Exposé print issues (1993-2011)
Satoko Fujii Tokyo Trio — Moon on the Lake
(Libra 203-065, 2021, CD)
by Jon Davis, Published 2021-08-16The classic piano trio lineup of piano, bass, and drums is not a setting that we often hear Satoko Fujii playing in. She’s well-known for a wide range of common and uncommon configurations, but Moon on the Lake puts her into the hallowed tradition — though of course she brings her own unique sensibilities to bear, and the result is distinctively her own. The opening track is “Hansho,” and after a brief intro of angular, dissonant chords featuring all three, bassist Takashi Sugawa dives into an unaccompanied solo, freely exploring his instrument for two minutes before Fujii rejoins him with more dissonant chords before another group section, which is followed by a drum solo by Ittetsu Takemura, again free-form and featuring some great cymbal work along with all sorts of unconventional playing. Interestingly enough, Fujii is the only one who doesn’t take an unaccompanied solo on the track, though her splashy Cecil Taylor-esque playing towards the end could almost count. “Wait for the Moon to Rise” features eerie ambient playing, with bowed cymbals, inside-the-piano sounds, and a weird sound that I think involves harmonics on bowed bass or possibly cello.
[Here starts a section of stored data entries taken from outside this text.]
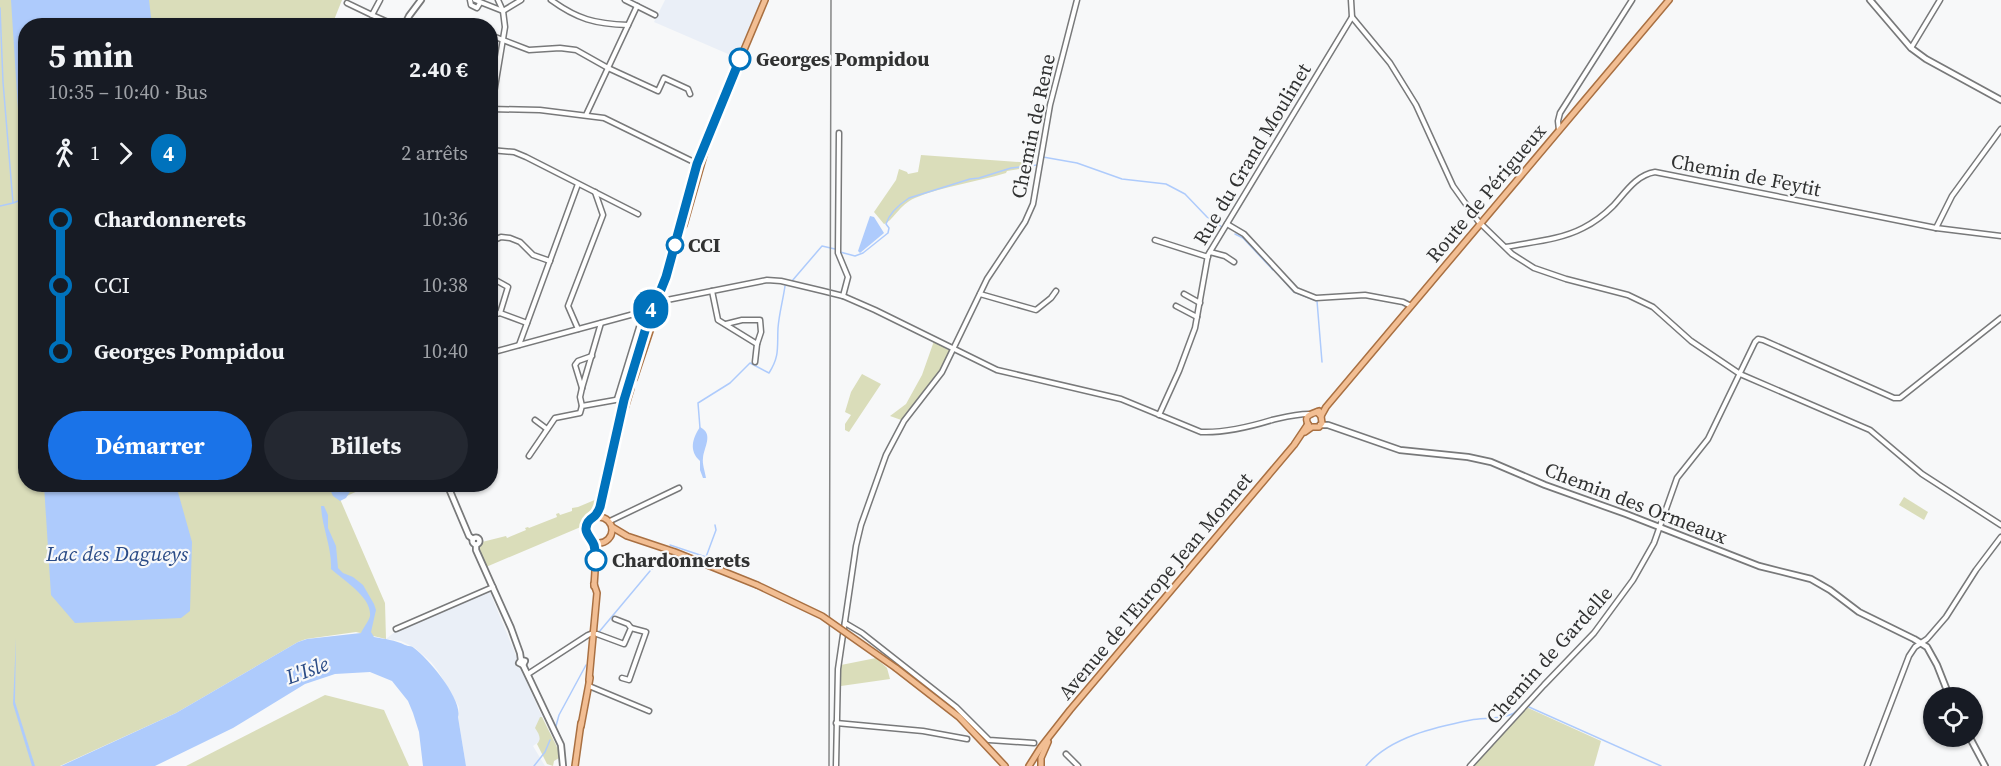 <!DOCTYPE html>
<html lang="fr">
<head>
<meta charset="utf-8">
<style>
	:root { --surface:#171b24; --page:#242831; --text:#f1f3f6; --muted:#9ea1a6; --accent:#1a73e8 }
	body { margin:0; font-family:"Source Serif 4",serif; background:var(--page); color:var(--text); height:100vh; display:flex; flex-direction:column; font-size:22px; white-space:nowrap }
	* { box-sizing:border-box; margin:0 }
	p { font-size:20px; color:var(--muted) }
	.icon { flex:none; width:33px; height:33px; fill:none; stroke:currentColor; stroke-width:2; stroke-linecap:round; stroke-linejoin:round }
	.map { position:relative; flex:1; overflow:hidden }
	.details { position:absolute; left:18px; top:18px; width:480px; height:474px; display:flex; flex-direction:column; background:var(--surface); border-radius:24px; box-shadow:0 2px 4px #0004 }
	.details>* { flex:none }
	.badge { padding:0 12px; border-radius:20px; font-size:21px; line-height:39px }
	.controls { position:absolute; left:1923px; top:687px; display:grid; gap:12px }
	.controls a { display:grid; place-items:center; width:60px; height:60px; border-radius:50%; background:var(--surface); box-shadow:0 2px 4px #0004; font-size:30px }
	.map>.badge { position:absolute; translate:-50% -50%; box-shadow:0 0 0 3px #fff }
	.legs { display:flex; align-items:center; gap:9px; height:66px; padding:0 30px; font-size:20px }
	.legs p { margin-inline-start:auto }
	.summary { display:flex; align-items:center; justify-content:space-between; height:102px; padding:0 30px }
	h1 { font-size:33px; font-weight:700; line-height:45px }
	.cta { display:flex; gap:12px; margin-top:auto; padding:12px 30px }
	.cta a { flex:1; height:69px; border-radius:36px; background:var(--accent); color:#fff; font-size:24px; font-weight:700; line-height:69px; text-align:center }
	.cta a+a { background:var(--page); color:var(--text) }
	ul { padding:0 30px; list-style:none }
	li { display:flex; align-items:center; gap:21px; height:66px; font-size:22px }
	li i { display:grid; place-items:center; width:9px; height:100%; margin:0 8px; background:currentColor }
	li i::after { content:''; width:15px; height:15px; margin:-8px; border:4px solid; border-radius:50%; background:var(--surface) }
	li p { margin-inline-start:auto }
	li:first-child i { background:linear-gradient(#0000 50%,currentColor 0) }
	li:last-child i { background:linear-gradient(currentColor 50%,#0000 0) }
	.map>svg:first-child { display:block }
</style>
</head>
<body>
<div class="map">
<svg width="2001" height="766" viewBox="0 0 2001 766">
	<rect width="100%" height="100%" fill="#f7f8f9"/>
	<g fill="#eaeff7">
		<path d="M665 0H764L742 60 654 22Z"/>
		<path d="M489 590 517 658 516 666 521 669 542 717H540V741L533 746 545 766H466L458 717 459 707 438 671 431 662 415 648 401 641 386 639 401 627Z"/>
	</g>
	<g fill="#daddba">
		<path d="M0 0H342L332 25 26 26V484L371 485 340 499 385 603 386 639 356 632 306 639 298 642 176 713 60 766H0Z"/>
		<path d="M921 155 1032 163V167L1007 171 1006 173C976 182 944 186 915 198 900 204 892 222 884 224L874 212 896 180 899 169 907 172 908 174 918 172Z"/>
		<path d="M934 341 950 351 942 372 904 421 890 416 906 404 922 375Z"/>
		<path d="M862 374 881 384 849 432 845 430V424L851 415 845 412 851 392Z"/>
		<path d="M1904 497 1928 512 1924 520 1899 505Z"/>
		<path d="M597 499 594 513 588 516 583 526 486 567 479 550 482 542 506 536 507 538 526 530 525 528 528 527 529 528 557 517 556 514 559 513 560 515 572 511V508L578 507Z"/>
		<path d="M876 658 887 668 890 679 841 686V665Z"/>
		<path d="M325 695 384 710 409 766H186Z"/>
		<path d="M1526 707 1601 741 1594 766H1474Z"/>
		<path d="M540 717H542L558 749 559 758 554 761 553 766 547 764 537 744C542 739 539 734 535 728Z"/>
	</g>
	<g fill="#aecbfc">
		<path d="M11 0H149L152 25 26 26 25 219Z"/>
		<path d="M870 216 874 217 884 233 860 253 858 251Z"/>
		<path d="M700 427C714 434 704 447 703 458 702 463 705 472 706 478H703L700 470V461C689 451 692 439 700 427Z"/>
		<path d="M44 485H176L192 542 190 611 181 618 75 623 51 595Z"/>
		<path d="M328 485H334L339 491 345 489 344 485H358L351 490 346 498 340 501 333 496Z"/>
		<path d="M321 506H324L328 515V528L336 546 338 568 343 573 353 577 363 585 374 604 376 610 371 632 374 637C385 639 395 640 405 645 410 647 410 645 414 648 429 659 463 700 458 717L466 766H423L419 732 413 713 408 701 392 681 370 672 335 674 305 684 233 728 155 766H61L176 713 298 642 307 639 361 633C363 628 369 621 370 616 372 597 343 580 331 569 332 547 322 528 321 506Z"/>
		<path d="M16 638 15 702 35 766H32L13 704Z"/>
	</g>
	<g fill="none" stroke-linecap="round" stroke-linejoin="round">
		<g stroke="#aecbfc" stroke-width="1.5">
			<path d="M0 8 3 82 13 203 0 206"/>
			<path d="M1043 157 1077 163 1122 179 1166 184 1185 194 1207 217 1222 227"/>
			<path d="M13 203 26 198"/>
			<path d="M1235 234 1243 238 1273 270"/>
			<path d="M840 252 855 256 863 253 888 233 889 228 886 224C889 214 900 204 909 198L970 179 979 178 1011 168 1037 165"/>
			<path d="M1275 271 1294 292 1317 301 1322 362"/>
			<path d="M792 281 822 246 835 249"/>
			<path d="M700 428 698 403 730 383 750 363 769 373C780 356 777 347 778 328 779 314 783 300 785 286"/>
			<path d="M670 545 706 557 716 530 715 525"/>
			<path d="M652 569 664 554"/>
			<path d="M599 632 650 571"/>
			<path d="M1529 707 1661 766"/>
			<path d="M556 726 559 715 586 665"/>
			<path d="M534 766 545 752 550 740"/>
			<path d="M1366 766C1390 737 1436 727 1471 720 1482 718 1503 719 1512 714 1516 712 1520 707 1523 704"/>
		</g>
		<g stroke="#78797a" stroke-width="7">
			<g id="minor">
				<path d="M380 0 372 15 397 26"/>
				<path d="M470 0 471 5 477 8 480 3"/>
				<path d="M475 0 503 11 521 0"/>
				<path d="M551 0C577 19 595 24 628 25"/>
				<path d="M625 0 655 15"/>
				<path d="M1351 0 1352 17 1390 63 1416 105 1453 186 1478 221 1512 254 1534 268 1566 279 1628 295 1653 307 1691 341 1740 374 1870 430 1922 474 2001 525"/>
				<path d="M347 3 372 15"/>
				<path d="M490 35 529 50 560 48 576 50 608 68 658 91 664 78 688 89 690 94"/>
				<path d="M1911 48 1940 0"/>
				<path d="M490 109 540 110 604 118 700 165"/>
				<path d="M586 115 637 6"/>
				<path d="M490 117 505 27 503 11 498 0"/>
				<path d="M1559 130 1558 121 1560 113 1632 0"/>
				<path d="M839 133 838 253 848 277 843 296"/>
				<path d="M490 150 514 152 526 157 638 214"/>
				<path d="M1227 224 1244 234 1296 290 1316 298 1365 295 1403 302 1411 306"/>
				<path d="M1936 228 1952 196 2001 129"/>
				<path d="M490 239 492 241 501 237 510 238 520 242 533 255 550 261"/>
				<path d="M1155 240 1208 257"/>
				<path d="M1506 247C1531 242 1560 240 1583 228 1593 223 1604 215 1613 206 1625 193 1636 175 1655 172L1936 228 2001 236"/>
				<path d="M1210 252 1225 256 1234 262"/>
				<path d="M490 277 508 287 500 313"/>
				<path d="M712 291 718 320 757 344 755 362"/>
				<path d="M980 294 1036 310 1051 298 1056 291"/>
				<path d="M1184 294 1200 303"/>
				<path d="M662 301 767 280 781 281 823 291 843 296 875 310 997 370 1121 399 1201 432C1224 433 1249 427 1272 420 1285 417 1295 414 1309 414"/>
				<path d="M1176 306 1197 317"/>
				<path d="M490 316 500 313 527 323"/>
				<path d="M726 324 742 320H760L761 332 757 344"/>
				<path d="M578 329 568 306 603 215 595 192"/>
				<path d="M519 345 578 184"/>
				<path d="M490 353 634 314 650 311"/>
				<path d="M582 388 575 365 578 361 592 356"/>
				<path d="M617 399 644 311"/>
				<path d="M582 406 580 397 582 388 601 323"/>
				<path d="M1159 415 1179 371 1195 328 1208 255 1352 17"/>
				<path d="M535 420 547 429"/>
				<path d="M529 456 555 418 580 413 582 406 621 399"/>
				<path d="M610 521 679 488"/>
				<path d="M845 623 862 633 956 707 989 740 1034 743"/>
				<path d="M396 629 493 587"/>
				<path d="M597 634 624 644 631 628 628 624 615 619"/>
				<path d="M528 674 588 635 593 633"/>
				<path d="M622 678 629 680 646 632 631 628"/>
				<path d="M589 686 649 711"/>
				<path d="M836 723 923 731 967 739"/>
				<path d="M1066 754 1078 766"/>
				<path d="M836 766 838 669 856 546 861 525 886 455 904 421 942 372 987 279 1025 222 1033 204 1050 105 1077 0"/>
				<path d="M1470 766 1544 685 1594 633 1633 580 1654 543 1677 478 1708 439 1755 342 1758 339 1763 340 1894 398H1900L2001 318"/>
				<path d="M1867 766 1909 656 1915 647 1927 639 1946 617 1976 570 2001 537"/>
			</g>
		</g>
		<g stroke="#78797a" stroke-width="8">
			<g id="tertiary">
				<path d="M1870 0 1911 48 1926 59 2001 100"/>
				<path d="M404 26 409 16 421 0"/>
				<path d="M1320 425H1328L1400 450 1468 457 1491 462 1545 485 1626 514 1759 566 1811 579 1830 590 1859 612 1914 639 1927 647 1937 665 1950 698"/>
				<path d="M447 484 469 536 473 539"/>
				<circle cx="476" cy="541" r="3.5"/>
				<path d="M476 545V550L511 628 520 653 521 660 525 661 523 665 519 663 521 660"/>
				<path d="M523 665 561 745 563 766"/>
				<path d="M1969 736 1985 766"/>
			</g>
		</g>
		<g stroke="#a97042" stroke-width="8">
			<g id="primary">
				<path d="M684 225 706 148"/>
				<path d="M658 297H661L662 301 659 305 657 313 652 314 650 311 654 307 666 277 704 145 765 0"/>
				<path d="M634 379 652 325 654 314"/>
				<path d="M625 408 631 388"/>
				<path d="M1321 416 1326 407 1669 0"/>
				<path d="M1309 426C1302 415 1312 414 1319 411"/>
				<path d="M1305 432 1312 427H1319L1322 423 1321 416 1317 412"/>
				<circle cx="599" cy="530" r="13"/>
				<path d="M596 517C607 494 607 467 613 444 624 400 637 357 651 313"/>
				<path d="M612 527 627 536 675 552 757 585"/>
				<path d="M592 541C597 555 595 571 594 586"/>
				<path d="M896 668 959 717 1005 766"/>
				<path d="M589 680 597 593 594 584"/>
				<path d="M581 726 590 678"/>
				<path d="M575 766 581 723"/>
				<path d="M1029 766 1041 747 1070 710 1294 445 1308 424"/>
				<path d="M1041 766V758L1048 742"/>
			</g>
		</g>
		<use href="#minor" stroke="#fff" stroke-width="4"/>
		<use href="#tertiary" stroke="#fff" stroke-width="4.5"/>
		<use href="#primary" stroke="#f2be93" stroke-width="5"/>
		<path stroke="#858686" stroke-width="1.5" d="M829 766 831 0"/>
		<g stroke="#a97042" stroke-width="8" stroke-linecap="butt">
			<path id="primary-bridge" d="M757 585 822 616 896 668"/>
		</g>
		<use href="#primary-bridge" stroke="#f2be93" stroke-width="5"/>
	</g>
	<g fill="none" stroke-linecap="round" stroke-linejoin="round">
		<g stroke="#fff" stroke-width="14">
			<path id="line-1" d="M596 560C596 555 595 550 594 545 591 537 582 532 588 522 593 515 595 520 600 507L624 400 651 311 654 307 666 277 697 164 740 59"/>
		</g>
		<use href="#line-1" stroke="#0072bc" stroke-width="9"/>
	</g>
	<g fill="#fff" stroke="#0072bc" stroke-width="3">
		<circle cx="740" cy="59" r="10"/>
		<circle cx="675" cy="245" r="8"/>
		<circle cx="596" cy="560" r="10"/>
	</g>
	<g text-anchor="middle" dominant-baseline="central" stroke-width="4.5" stroke-linejoin="round" paint-order="stroke">
		<g font-size="20" font-weight="bold" fill="#313232" stroke="#f7f8f9" text-anchor="start">
			<text x="756" y="59">Georges Pompidou</text>
			<text x="688" y="245">CCI</text>
			<text x="612" y="560">Chardonnerets</text>
		</g>
		<g font-size="20" fill="#313232" stroke="#f7f8f9">
			<text transform="translate(1033 126) rotate(-78)">Chemin de Rene</text>
			<text transform="translate(1252 154) rotate(-59)">Rue du Grand Moulinet</text>
			<text transform="translate(1746 175) rotate(11)">Chemin de Feytit</text>
			<text transform="translate(1486 193) rotate(-50)">Route de Périgueux</text>
			<text transform="translate(1636 503) rotate(21)">Chemin des Ormeaux</text>
			<text transform="translate(1155 586) rotate(-50)">Avenue de l'Europe Jean Monnet</text>
			<text transform="translate(1549 655) rotate(-48)">Chemin de Gardelle</text>
		</g>
		<g font-size="21" font-style="italic" fill="#2a4b86" stroke="#f7f8f9">
			<text x="117" y="553">Lac des Dagueys</text>
			<text transform="translate(307 670) rotate(-20)">L'Isle</text>
		</g>
	</g>
</svg>
<div class="controls">
<a><svg class="icon" aria-label="locate" viewBox="0 0 24 24"><circle cx="12" cy="12" r="6"/><path d="M12 2v4M12 18v4M2 12h4M18 12h4"/></svg></a>
</div>
<b class="badge" style="left:651px;top:309px;background:#0072bc;color:#fff">4</b>
<section class="details">
<div class="summary"><div><h1>5 min</h1><p>10:35 – 10:40 · Bus</p></div><b>2.40 €</b></div>
<div class="legs"><svg class="icon" aria-label="walk" viewBox="0 0 24 24"><circle cx="13" cy="4" r="2"/><path d="M13 8l-2 6 4 7M11 14l-3 7M7 12l3-4h3l4 4"/></svg>1<svg class="icon" aria-label="forward" viewBox="0 0 24 24"><path d="M9 5l7 7-7 7"/></svg><b class="badge" style="background:#0072bc;color:#fff">4</b><p>2 arrêts</p></div>
<ul>
<li><i style="color:#0072bc"></i><b>Chardonnerets</b><p>10:36</p></li>
<li><i style="color:#0072bc"></i><span>CCI</span><p>10:38</p></li>
<li><i style="color:#0072bc"></i><b>Georges Pompidou</b><p>10:40</p></li>
</ul>
<div class="cta"><a>Démarrer</a><a>Billets</a></div>
</section>
</div>
</body>
</html>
When the composed part of the tune comes along, it’s approached very freely, with a slow, melancholy piano part, bowed melody from Sugawa, and drums that never settle into keeping the tempo. It’s a ten-minute master class in setting mood and interpreting a skeletal composition. Other tracks feature other kinds of plans, utilizing all the possible combinations of players in the trio, and all three are creative and imaginative musicians who get the most out of their instruments. I’ve lost track of how many of Satoko Fujii’s albums I’ve heard (at least off the top of my head — like any sensible reviewer, I keep a list of all my albums, and a glance at it shows 25 for Fujii and her various groups), but I’d definitely say that Moon on the Lake is one of the best. It balances her lyrical side with her wildly experimental side in a very pleasing way, pushing outside the bounds of typical piano trio music but not so far that it’s unrecognizable.